For the second time in a year, a rolling bomb car carrying crude oil derailed in Philadelphia. Earlier today, the Philadelphia Inquirer reported:
The incident took place around 3 a.m. inside a CSX Corp. rail yard near 11th Street and Pattison Avenue, CSX spokesman Rob Doolittle said.
A three-locomotive, 111-car CSX freight train was traveling from Chicago to the Philadelphia area when 11 tank cars containing crude oil came off the tracks, he said. The cars remained upright.
Fire department hazmat crews responded to the scene “out of an abundance of caution” and left without taking any action, Doolittle said.
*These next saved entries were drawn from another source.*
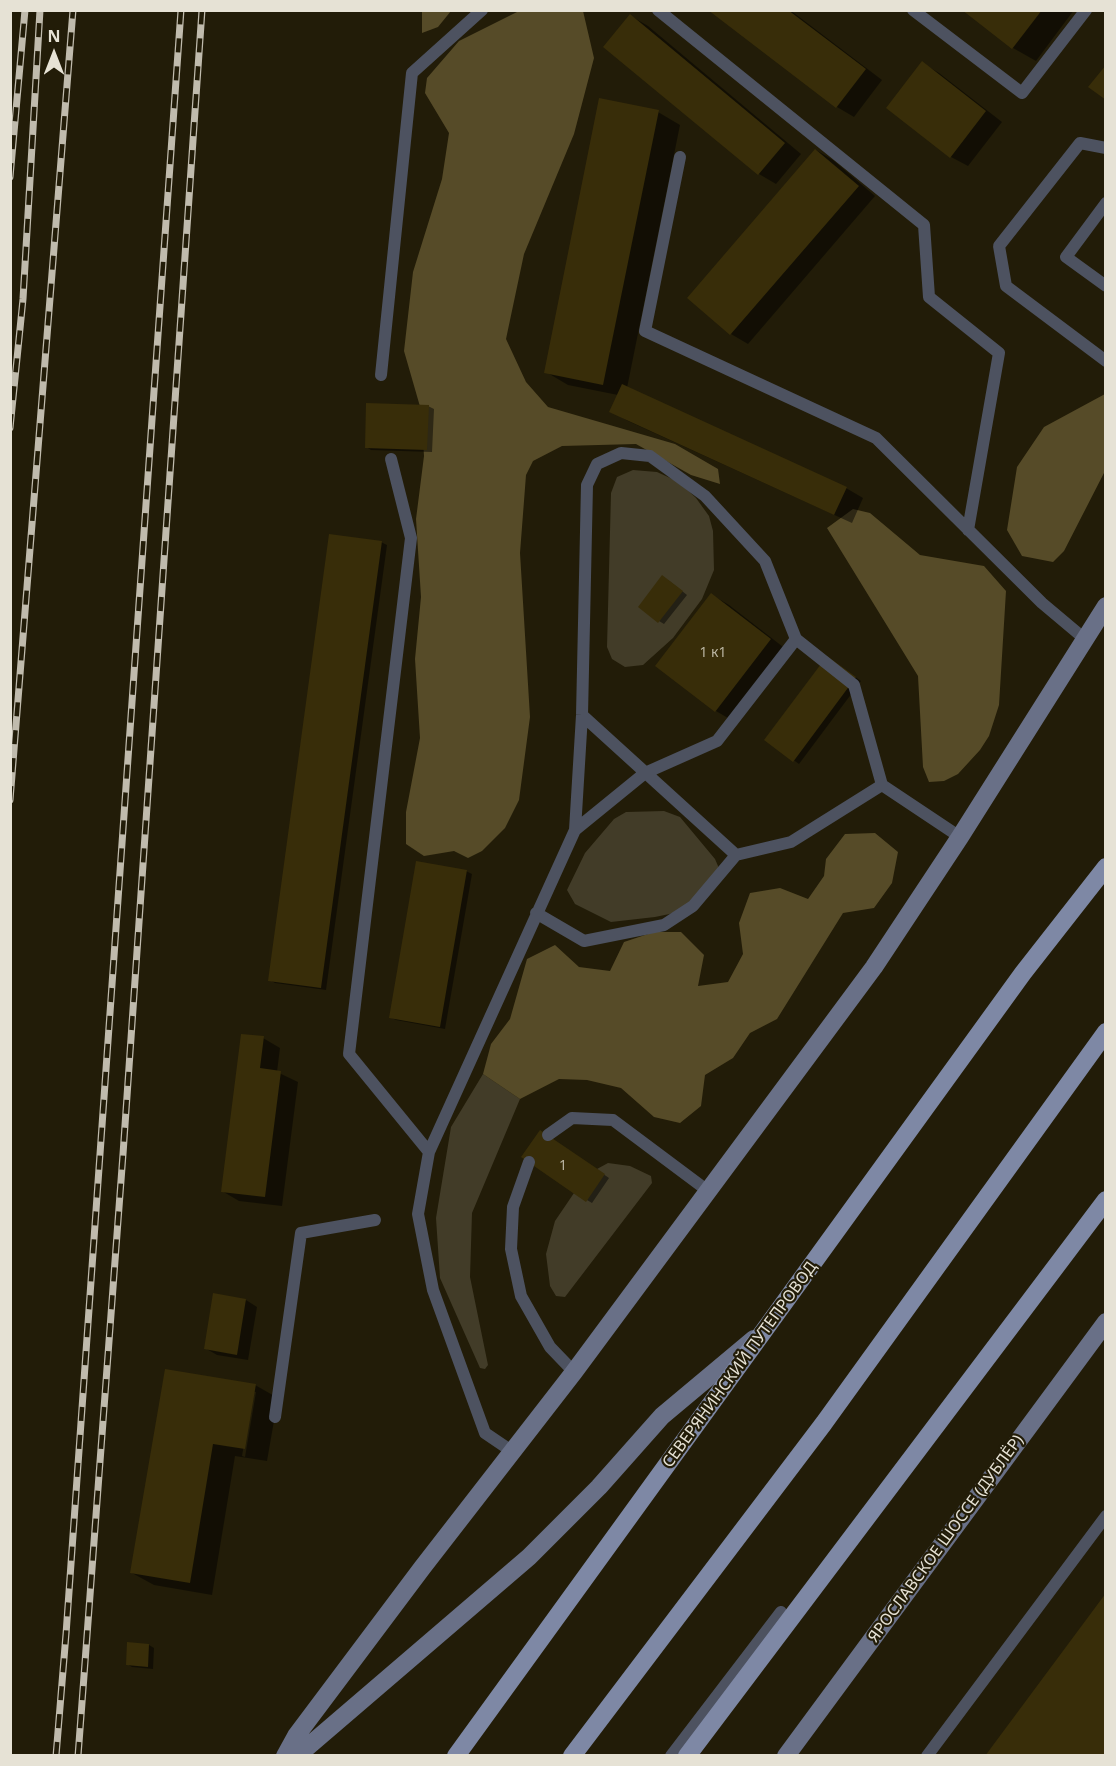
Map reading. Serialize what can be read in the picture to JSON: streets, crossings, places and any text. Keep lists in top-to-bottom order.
{
  "streets": {
    "main road": ["СЕВЕРЯНИНСКИЙ ПУТЕПРОВОД"],
    "street": ["ЯРОСЛАВСКОЕ ШОССЕ (ДУБЛЁР)"]
  },
  "house_numbers": ["1 к1", "1"],
  "north": "top"
}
No chemical leaks were detected, and no injuries reported, according to both CSX and the Philadelphia Fire Department.
Before that the latest incident occurred just over a year ago:
It was one of several trains that bring tens of thousands of barrels of crude oil from North Dakota to a refinery in South Philadelphia every week.
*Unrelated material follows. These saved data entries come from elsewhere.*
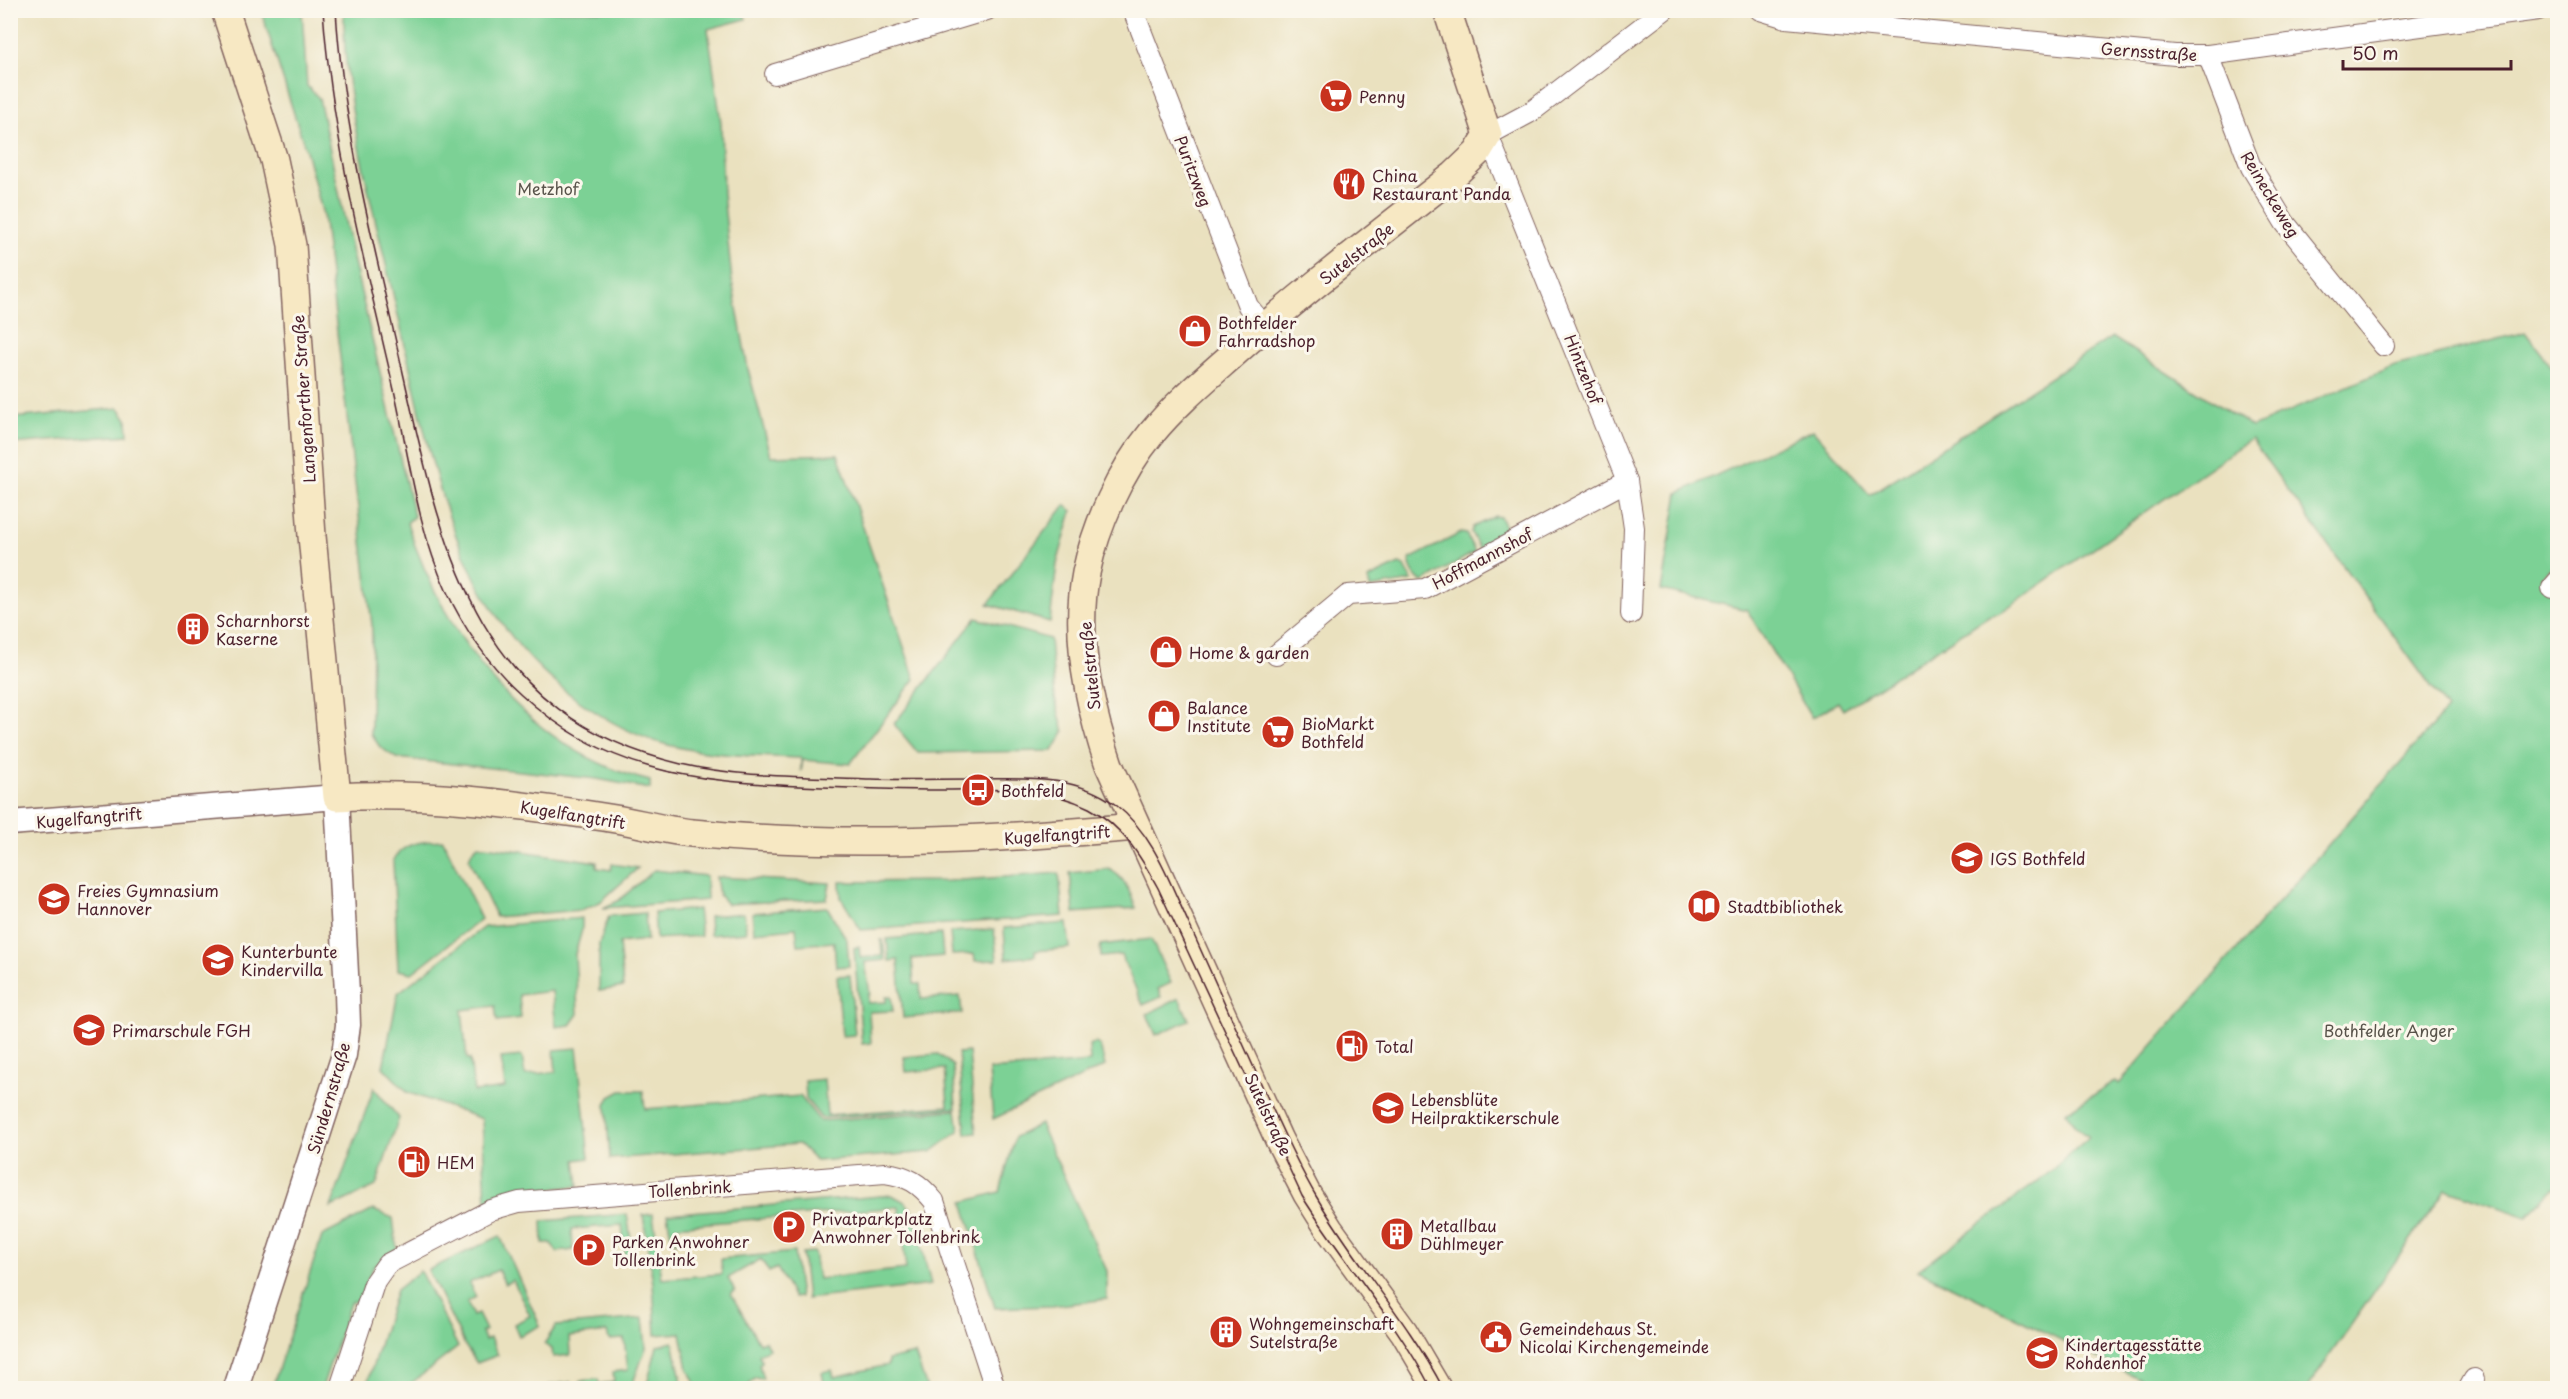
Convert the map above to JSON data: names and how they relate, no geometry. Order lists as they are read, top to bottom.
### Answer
{
  "streets": {
    "main road": ["Sutelstraße", "Langenforther Straße", "Kugelfangtrift"],
    "street": [
      "Gernsstraße",
      "Puritzweg",
      "Reineckeweg",
      "Hintzehof",
      "Hoffmannshof",
      "Sündernstraße",
      "Tollenbrink"
    ]
  },
  "crossings": [
    ["Gernsstraße", "Reineckeweg"],
    ["Puritzweg", "Sutelstraße"],
    ["Sutelstraße", "Hintzehof"],
    ["Sutelstraße", "Kugelfangtrift"],
    ["Hintzehof", "Hoffmannshof"],
    ["Langenforther Straße", "Kugelfangtrift"],
    ["Langenforther Straße", "Sündernstraße"],
    ["Kugelfangtrift", "Sündernstraße"]
  ],
  "parks": ["Metzhof", "Bothfelder Anger"],
  "places": {
    "supermarket": ["Penny", "BioMarkt Bothfeld"],
    "restaurant": ["China Restaurant Panda"],
    "shop": ["Bothfelder Fahrradshop", "Home & garden", "Balance Institute"],
    "building": ["Scharnhorst Kaserne", "Metallbau Dühlmeyer", "Wohngemeinschaft Sutelstraße"],
    "bus stop": ["Bothfeld"],
    "school or university": [
      "IGS Bothfeld",
      "Freies Gymnasium Hannover",
      "Kunterbunte Kindervilla",
      "Primarschule FGH",
      "Lebensblüte Heilpraktikerschule",
      "Kindertagesstätte Rohdenhof"
    ],
    "library": ["Stadtbibliothek"],
    "fuel station": ["Total", "HEM"],
    "parking": ["Privatparkplatz Anwohner Tollenbrink", "Parken Anwohner Tollenbrink"],
    "public building": ["Gemeindehaus St. Nicolai Kirchengemeinde"]
  },
  "scale_bar": "50 m"
}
The cause of the derailment is still being investigated, but Philadelphia Mayor Michael Nutter says for now, the city is safe.
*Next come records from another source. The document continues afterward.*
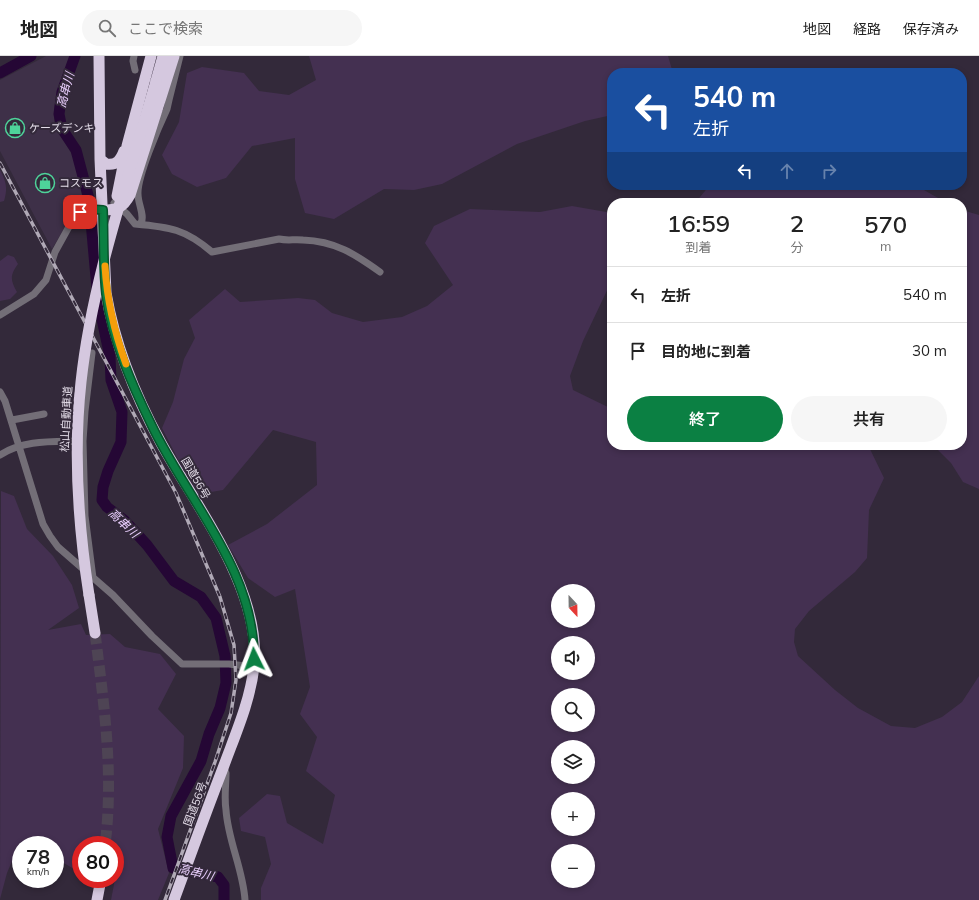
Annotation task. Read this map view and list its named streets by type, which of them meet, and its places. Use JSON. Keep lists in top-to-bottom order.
{
  "streets": {
    "highway": ["松山自動車道", "国道56号"]
  },
  "water": ["高串川"],
  "places": {
    "shop": ["ケーズデンキ", "コスモス"]
  },
  "north": "bottom",
  "page": {
    "header": "地図",
    "search": "ここで検索",
    "nav": ["地図", "経路", "保存済み"],
    "turn": ["540 m", "左折"],
    "eta": [
      "16:59",
      "到着",
      "2",
      "分",
      "570",
      "m"
    ],
    "list": [
      {
        "name": "左折",
        "value": "540 m"
      },
      {
        "name": "目的地に到着",
        "value": "30 m"
      }
    ],
    "buttons": ["終了", "共有"],
    "map_buttons": ["+", "−"],
    "speed": "78 km/h",
    "limit": "80"
  }
}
“For us at least, derailments are fairly uncommon, but I’m sure there’s always something that we can take a look at or focus on,” Nutter said. “You can never be too cautious or too careful, so we’ll see what comes out of this investigation.”
Philadelphia has dodged two bullets in a time when rolling oil bombs have gone sky high. Last spring, Rachel Maddow ran a story showing how little regulations have changed for rolling bomb cars, and we can all remember what happened in Quebec a couple of years ago when an oil train blew up and killed 47 people.
Will the third time be a charm for Philadelphians?